Based on that, a reactive speaker load should be easier to drive than a resistive load because a speaker returns some of the power it took back to the amp.

Take for example an ideal inductor (zero resistance). It stores energy and releases all of it. It consumes zero power itself. That should be a very easy load to drive.

I think this page does a good job explaining reactive power.

Power in resistive and reactive AC circuits : Power Factor

Note that in the case of a generator powering a purely reactive load, all the power is returned to the generator, making it effortless to turn the generator. In the case of car audio, it would mean that the battery would not have to work as hard (and/or the alternator), so the current meter on the B+ cable would reflect that by reading a lower current.

So based on all this, I think it's safe to say that you can get a reasonably accurate estimate of the power being dissipated by a driver if you can measure how much power the amplifier is using if you know how much power that same amplifier consumes while driving a resistive load.

And to verify that the amplifier isn't dissipating any extra energy, you can measure the temperature of the amplifier.

Quote:
Originally Posted by sreten View Post
Hi,

The basics are for a given output current (and voltage) the more reactive
the load for the given apparent impedance (Z) the less power the speaker
dissipates and the more power the amplifier dissipates compared to Z=R.

In the extreme with Z=R and the load being purely reactive all the power
is dissipated in the amplifier.

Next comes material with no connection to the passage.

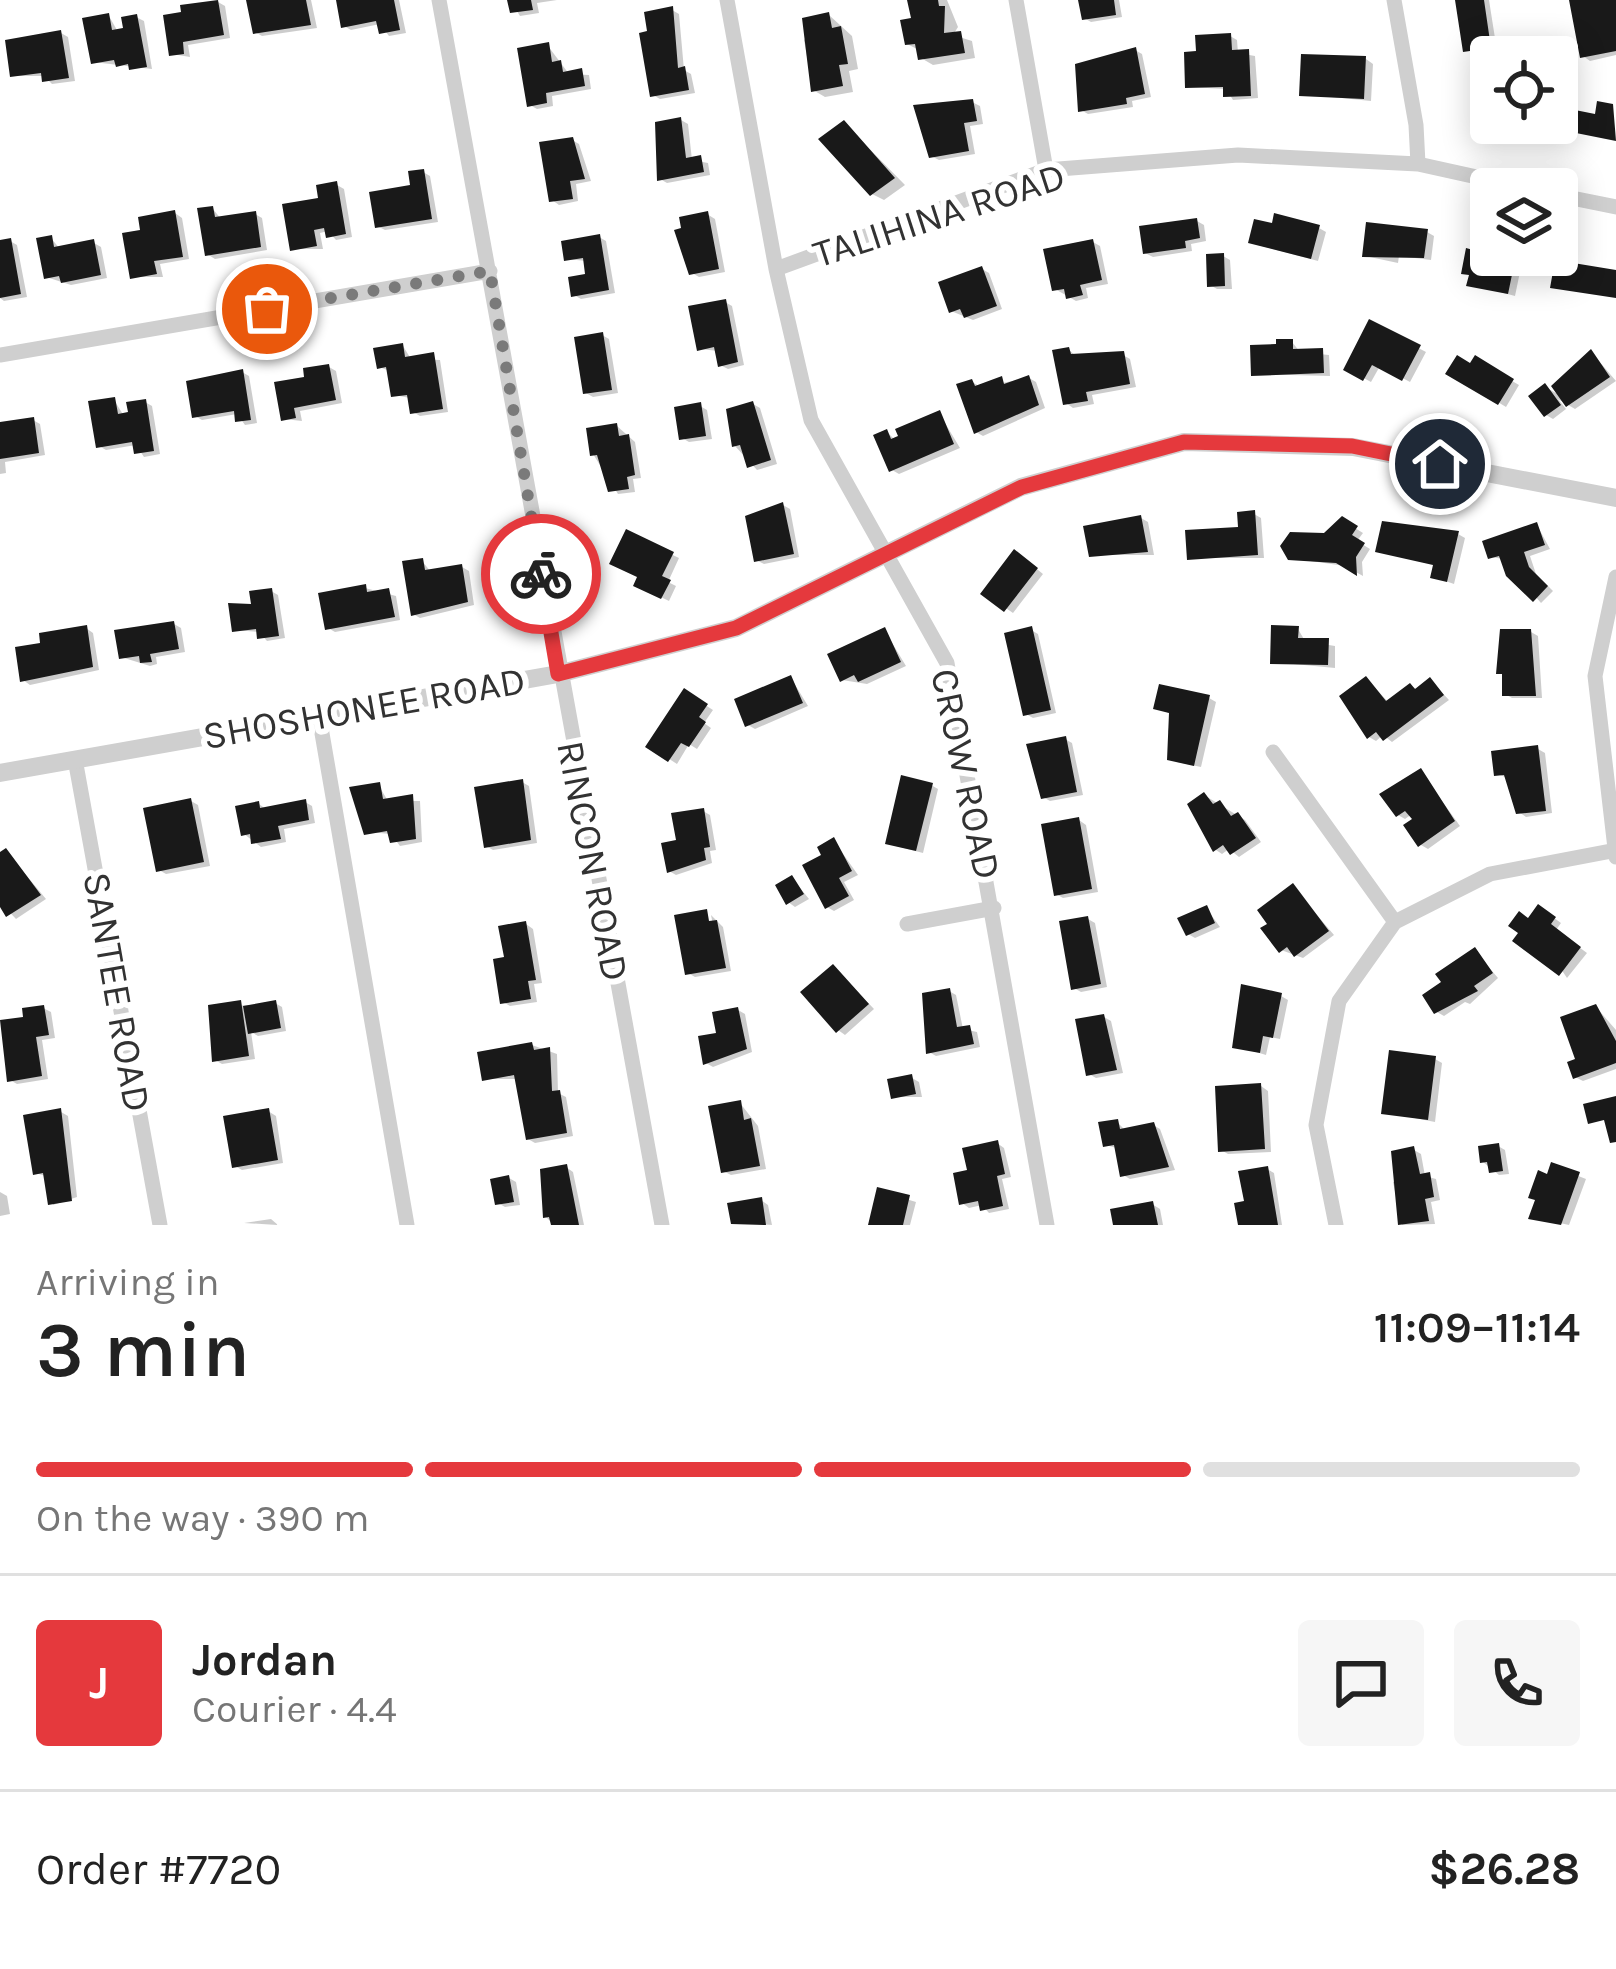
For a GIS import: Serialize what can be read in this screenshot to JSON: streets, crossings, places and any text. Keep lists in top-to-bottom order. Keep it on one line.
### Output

For speaker impedance curves high reactance
and high phase angles are fine at high Z, but for the low Z dips of the
speakers impedance curve you are looking for moderate phase angles.

A reasonable assumption is a real speaker is as onerous a load on
an amplifier as a resistor of half the speakers nominal impedance.
In reality speakers with "nice" impedance curves somewhat more.

rgds, sreten.

Last edited by heydanchan; 14th December 2012 at 07:25 AM.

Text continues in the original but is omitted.